_What you are asked to do_
Without the pictures, restate all of the data below word for word.

_Record excerpts_
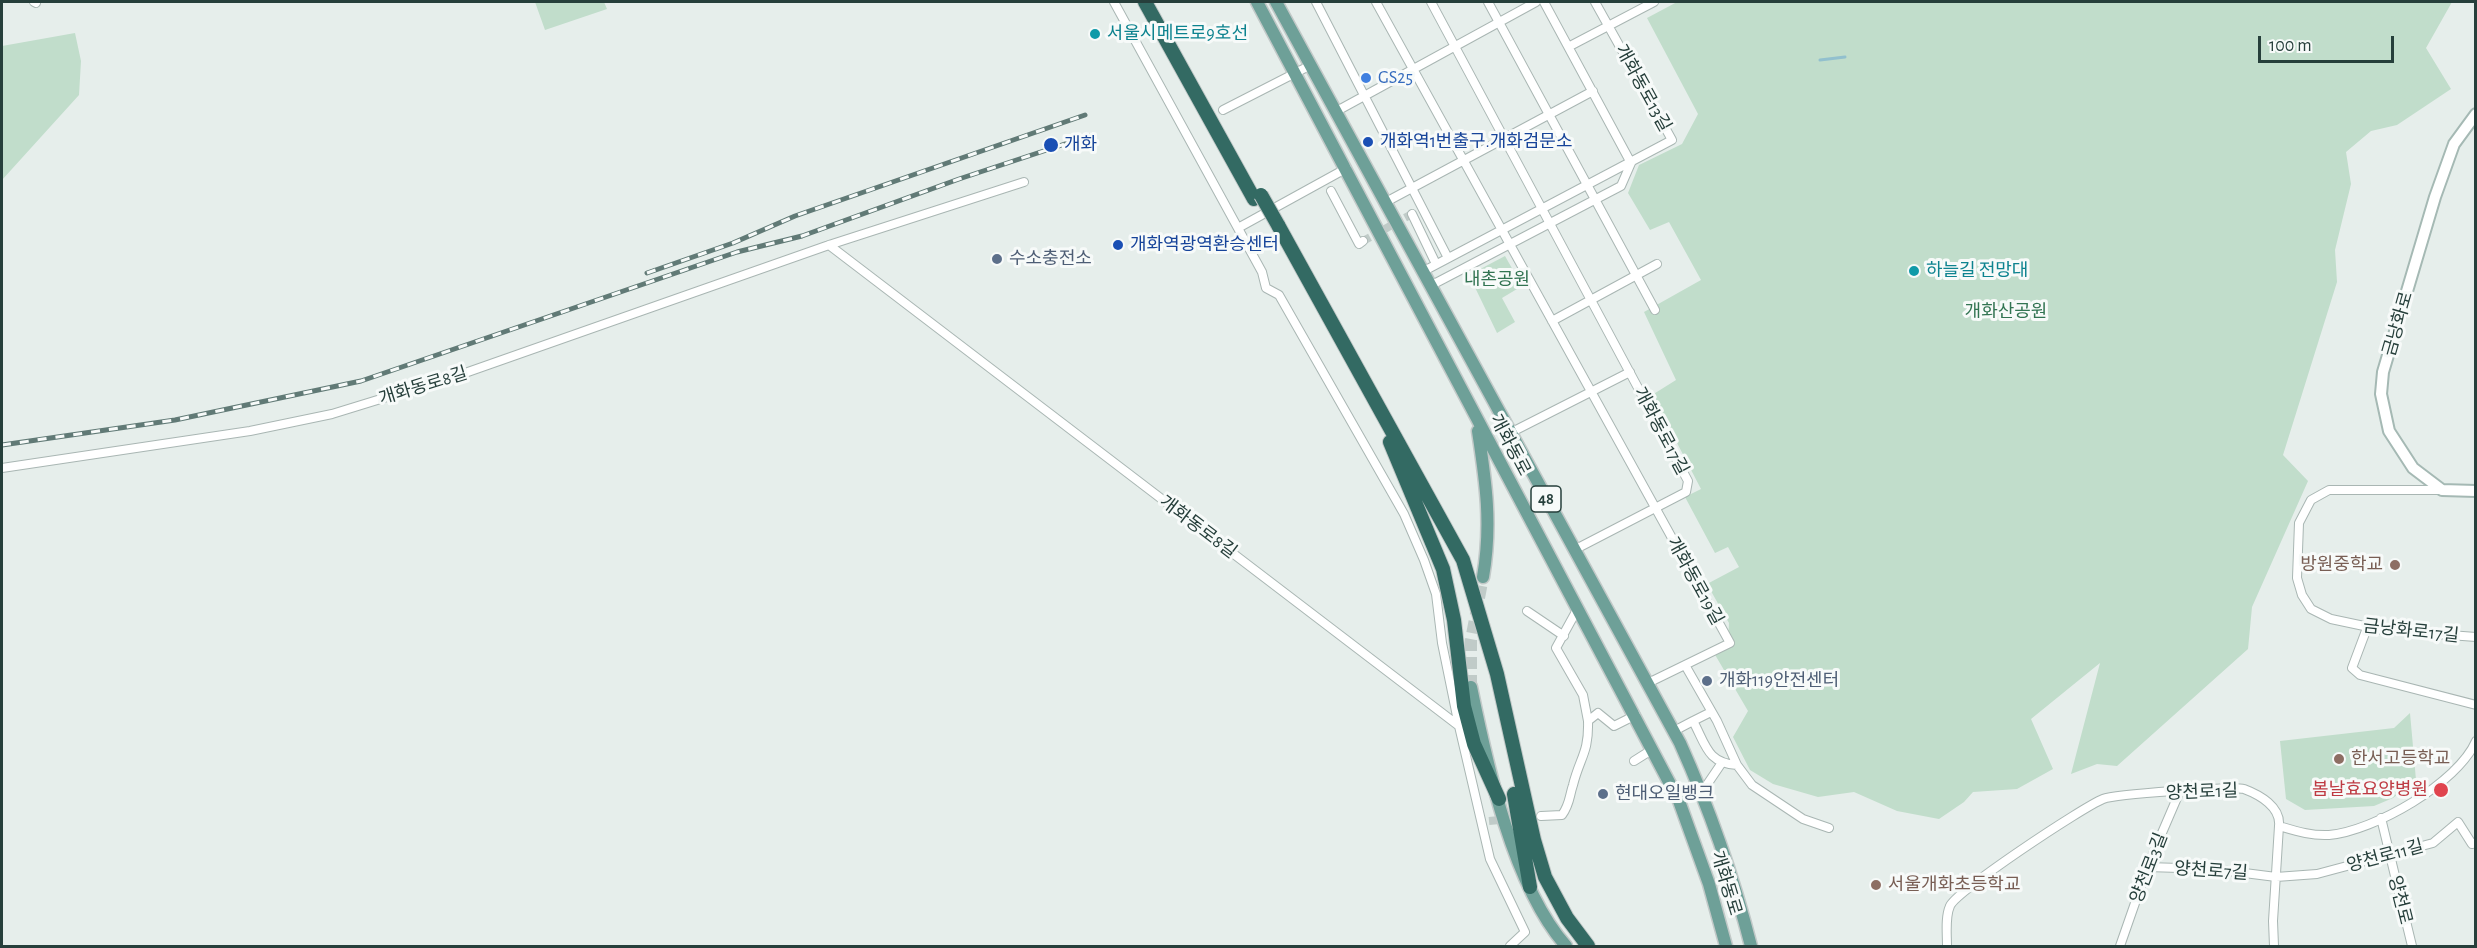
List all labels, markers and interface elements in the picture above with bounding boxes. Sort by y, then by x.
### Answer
place label: 서울시메트로9호선 [1107,23,1248,45]
scale bar [2261,24,2398,62]
marker: 서울시메트로9호선 [1088,27,1102,41]
text: 100 m [2269,37,2312,55]
street label: 개화동로13길 [1610,41,1676,135]
place label: GS25 [1378,67,1413,89]
marker: GS25 [1359,71,1373,85]
place label: 개화역1번출구.개화검문소 [1380,131,1572,153]
place label: 개화 [1064,134,1097,156]
marker: 개화역1번출구.개화검문소 [1361,135,1375,149]
marker: 개화 [1042,136,1060,154]
place label: 개화역광역환승센터 [1130,234,1279,256]
marker: 개화역광역환승센터 [1111,238,1125,252]
place label: 수소충전소 [1009,248,1092,270]
marker: 수소충전소 [990,252,1004,266]
place label: 하늘길 전망대 [1926,260,2028,282]
marker: 하늘길 전망대 [1907,264,1921,278]
park label: 내촌공원 [1464,269,1530,291]
street label: 금낭화로 [2378,289,2418,359]
park label: 개화산공원 [1965,301,2047,323]
street label: 개화동로8길 [376,362,470,410]
street label: 개화동로17길 [1629,383,1693,479]
street label: 개화동로 [1485,411,1535,479]
road number: 48 [1531,486,1561,512]
street label: 개화동로8길 [1155,491,1241,563]
street label: 개화동로19길 [1662,533,1728,629]
place label: 방원중학교 [2300,554,2383,576]
marker: 방원중학교 [2388,558,2402,572]
street label: 금낭화로17길 [2362,615,2460,647]
place label: 개화119안전센터 [1719,670,1839,692]
marker: 개화119안전센터 [1700,674,1714,688]
place label: 한서고등학교 [2351,748,2450,770]
marker: 한서고등학교 [2332,752,2346,766]
place label: 봄날효요양병원 [2312,779,2428,801]
street label: 양천로1길 [2165,780,2239,804]
marker: 봄날효요양병원 [2432,781,2450,799]
place label: 현대오일뱅크 [1615,783,1714,805]
marker: 현대오일뱅크 [1596,787,1610,801]
street label: 양천로3길 [2126,830,2172,906]
street label: 양천로11길 [2344,835,2426,877]
street label: 개화동로 [1706,848,1746,918]
street label: 양천로7길 [2173,858,2249,884]
street label: 양천로 [2384,873,2416,927]
place label: 서울개화초등학교 [1888,874,2020,896]
marker: 서울개화초등학교 [1869,878,1883,892]

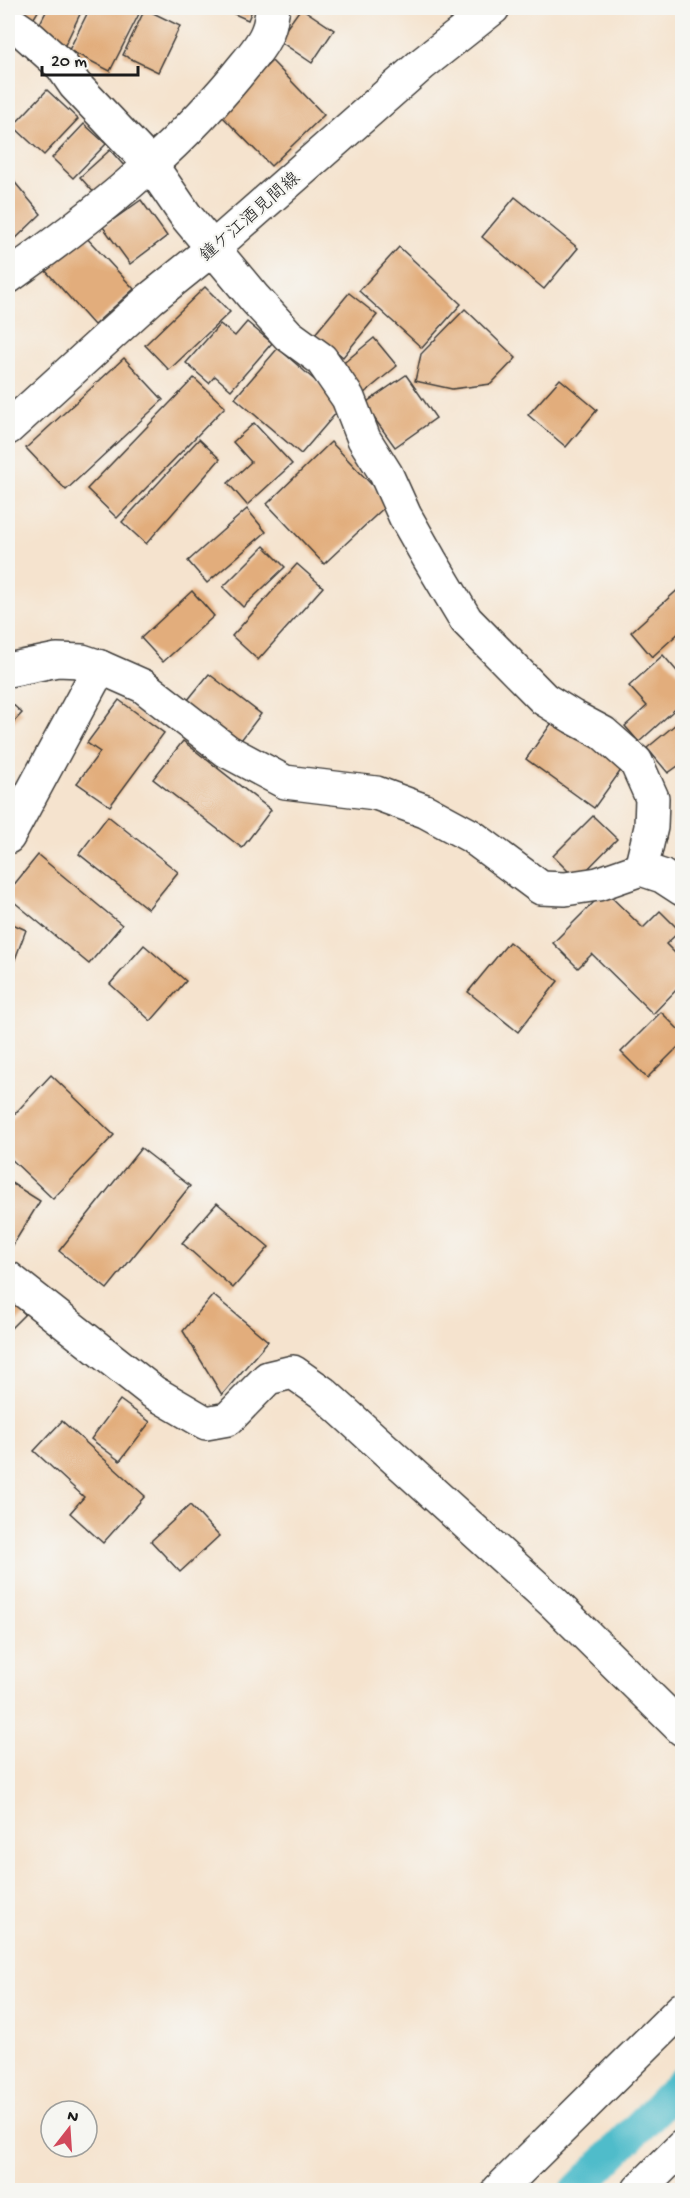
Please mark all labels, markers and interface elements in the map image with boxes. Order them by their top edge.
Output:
scale bar [42,39,138,77]
text: 20 m [51,52,87,73]
street label: 鐘ケ江酒見間線 [196,168,305,267]
north arrow [39,2099,99,2159]
text: N [65,2107,81,2129]

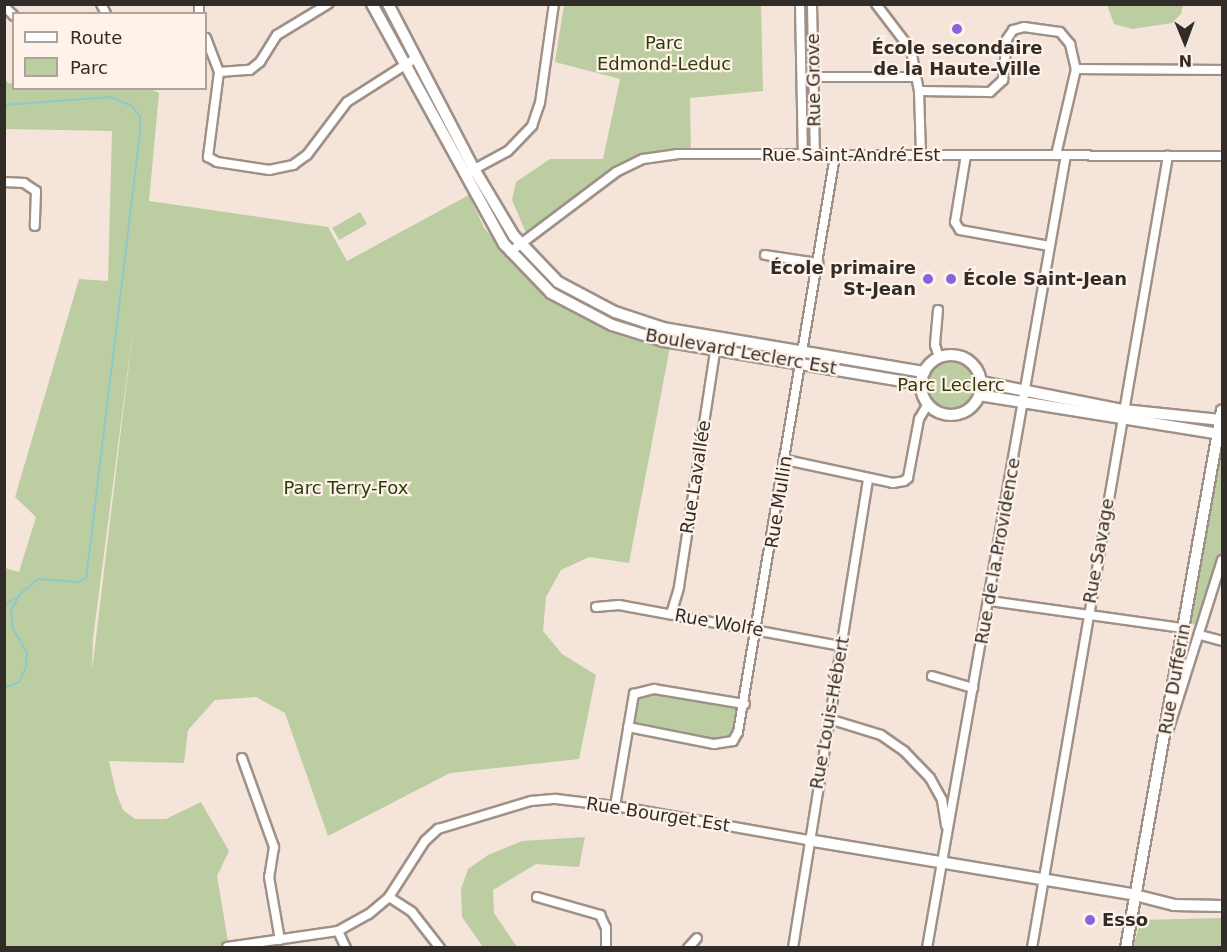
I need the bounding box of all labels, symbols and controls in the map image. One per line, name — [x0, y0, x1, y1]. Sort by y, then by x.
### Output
legend — [12, 12, 207, 90]
north arrow — [1155, 12, 1215, 72]
marker: École secondaire de la Haute-Ville — [950, 22, 964, 36]
text: Route — [70, 27, 122, 48]
park label: Parc Edmond-Leduc — [597, 33, 731, 76]
street label: Rue Grove — [802, 33, 826, 127]
place label: École secondaire de la Haute-Ville — [871, 38, 1043, 80]
text: N — [1178, 51, 1192, 70]
text: Parc — [70, 57, 108, 78]
street label: Rue Saint-André Est — [762, 144, 940, 166]
place label: École primaire St-Jean — [770, 258, 916, 300]
place label: École Saint-Jean — [963, 268, 1127, 290]
marker: École primaire St-Jean — [921, 272, 935, 286]
marker: École Saint-Jean — [944, 272, 958, 286]
street label: Boulevard Leclerc Est — [644, 325, 838, 379]
park label: Parc Leclerc — [897, 374, 1005, 396]
street label: Rue Lavallée — [676, 419, 716, 535]
street label: Rue Mullin — [761, 454, 797, 550]
street label: Rue de la Providence — [971, 456, 1025, 646]
park label: Parc Terry-Fox — [284, 477, 408, 499]
street label: Rue Savage — [1079, 497, 1119, 605]
street label: Rue Wolfe — [673, 605, 765, 641]
street label: Rue Dufferin — [1155, 622, 1195, 736]
street label: Rue Louis-Hébert — [806, 635, 854, 791]
street label: Rue Bourget Est — [585, 793, 731, 837]
place label: Esso — [1102, 909, 1148, 931]
marker: Esso — [1083, 913, 1097, 927]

_Task answer_
List all labels, markers and interface elements in the picture above with bounding boxes. Sort by y, then by x.
### Answer
place label: 서울시메트로9호선 [1107,23,1248,45]
scale bar [2261,24,2398,62]
marker: 서울시메트로9호선 [1088,27,1102,41]
text: 100 m [2269,37,2312,55]
street label: 개화동로13길 [1610,41,1676,135]
place label: GS25 [1378,67,1413,89]
marker: GS25 [1359,71,1373,85]
place label: 개화역1번출구.개화검문소 [1380,131,1572,153]
place label: 개화 [1064,134,1097,156]
marker: 개화역1번출구.개화검문소 [1361,135,1375,149]
marker: 개화 [1042,136,1060,154]
place label: 개화역광역환승센터 [1130,234,1279,256]
marker: 개화역광역환승센터 [1111,238,1125,252]
place label: 수소충전소 [1009,248,1092,270]
marker: 수소충전소 [990,252,1004,266]
place label: 하늘길 전망대 [1926,260,2028,282]
marker: 하늘길 전망대 [1907,264,1921,278]
park label: 내촌공원 [1464,269,1530,291]
street label: 금낭화로 [2378,289,2418,359]
park label: 개화산공원 [1965,301,2047,323]
street label: 개화동로8길 [376,362,470,410]
street label: 개화동로17길 [1629,383,1693,479]
street label: 개화동로 [1485,411,1535,479]
road number: 48 [1531,486,1561,512]
street label: 개화동로8길 [1155,491,1241,563]
street label: 개화동로19길 [1662,533,1728,629]
place label: 방원중학교 [2300,554,2383,576]
marker: 방원중학교 [2388,558,2402,572]
street label: 금낭화로17길 [2362,615,2460,647]
place label: 개화119안전센터 [1719,670,1839,692]
marker: 개화119안전센터 [1700,674,1714,688]
place label: 한서고등학교 [2351,748,2450,770]
marker: 한서고등학교 [2332,752,2346,766]
place label: 봄날효요양병원 [2312,779,2428,801]
street label: 양천로1길 [2165,780,2239,804]
marker: 봄날효요양병원 [2432,781,2450,799]
place label: 현대오일뱅크 [1615,783,1714,805]
marker: 현대오일뱅크 [1596,787,1610,801]
street label: 양천로3길 [2126,830,2172,906]
street label: 양천로11길 [2344,835,2426,877]
street label: 개화동로 [1706,848,1746,918]
street label: 양천로7길 [2173,858,2249,884]
street label: 양천로 [2384,873,2416,927]
place label: 서울개화초등학교 [1888,874,2020,896]
marker: 서울개화초등학교 [1869,878,1883,892]

Please mark all labels, markers and interface elements in the map image with boxes. Order them by their top edge.
Output:
scale bar [42,39,138,77]
text: 20 m [51,52,87,73]
street label: 鐘ケ江酒見間線 [196,168,305,267]
north arrow [39,2099,99,2159]
text: N [65,2107,81,2129]

I need the bounding box of all labels, symbols and controls in the map image. One per line, name — [x0, y0, x1, y1]. Sort by y, then by x.
### Output
legend — [12, 12, 207, 90]
north arrow — [1155, 12, 1215, 72]
marker: École secondaire de la Haute-Ville — [950, 22, 964, 36]
text: Route — [70, 27, 122, 48]
park label: Parc Edmond-Leduc — [597, 33, 731, 76]
street label: Rue Grove — [802, 33, 826, 127]
place label: École secondaire de la Haute-Ville — [871, 38, 1043, 80]
text: N — [1178, 51, 1192, 70]
text: Parc — [70, 57, 108, 78]
street label: Rue Saint-André Est — [762, 144, 940, 166]
place label: École primaire St-Jean — [770, 258, 916, 300]
place label: École Saint-Jean — [963, 268, 1127, 290]
marker: École primaire St-Jean — [921, 272, 935, 286]
marker: École Saint-Jean — [944, 272, 958, 286]
street label: Boulevard Leclerc Est — [644, 325, 838, 379]
park label: Parc Leclerc — [897, 374, 1005, 396]
street label: Rue Lavallée — [676, 419, 716, 535]
street label: Rue Mullin — [761, 454, 797, 550]
street label: Rue de la Providence — [971, 456, 1025, 646]
park label: Parc Terry-Fox — [284, 477, 408, 499]
street label: Rue Savage — [1079, 497, 1119, 605]
street label: Rue Wolfe — [673, 605, 765, 641]
street label: Rue Dufferin — [1155, 622, 1195, 736]
street label: Rue Louis-Hébert — [806, 635, 854, 791]
street label: Rue Bourget Est — [585, 793, 731, 837]
place label: Esso — [1102, 909, 1148, 931]
marker: Esso — [1083, 913, 1097, 927]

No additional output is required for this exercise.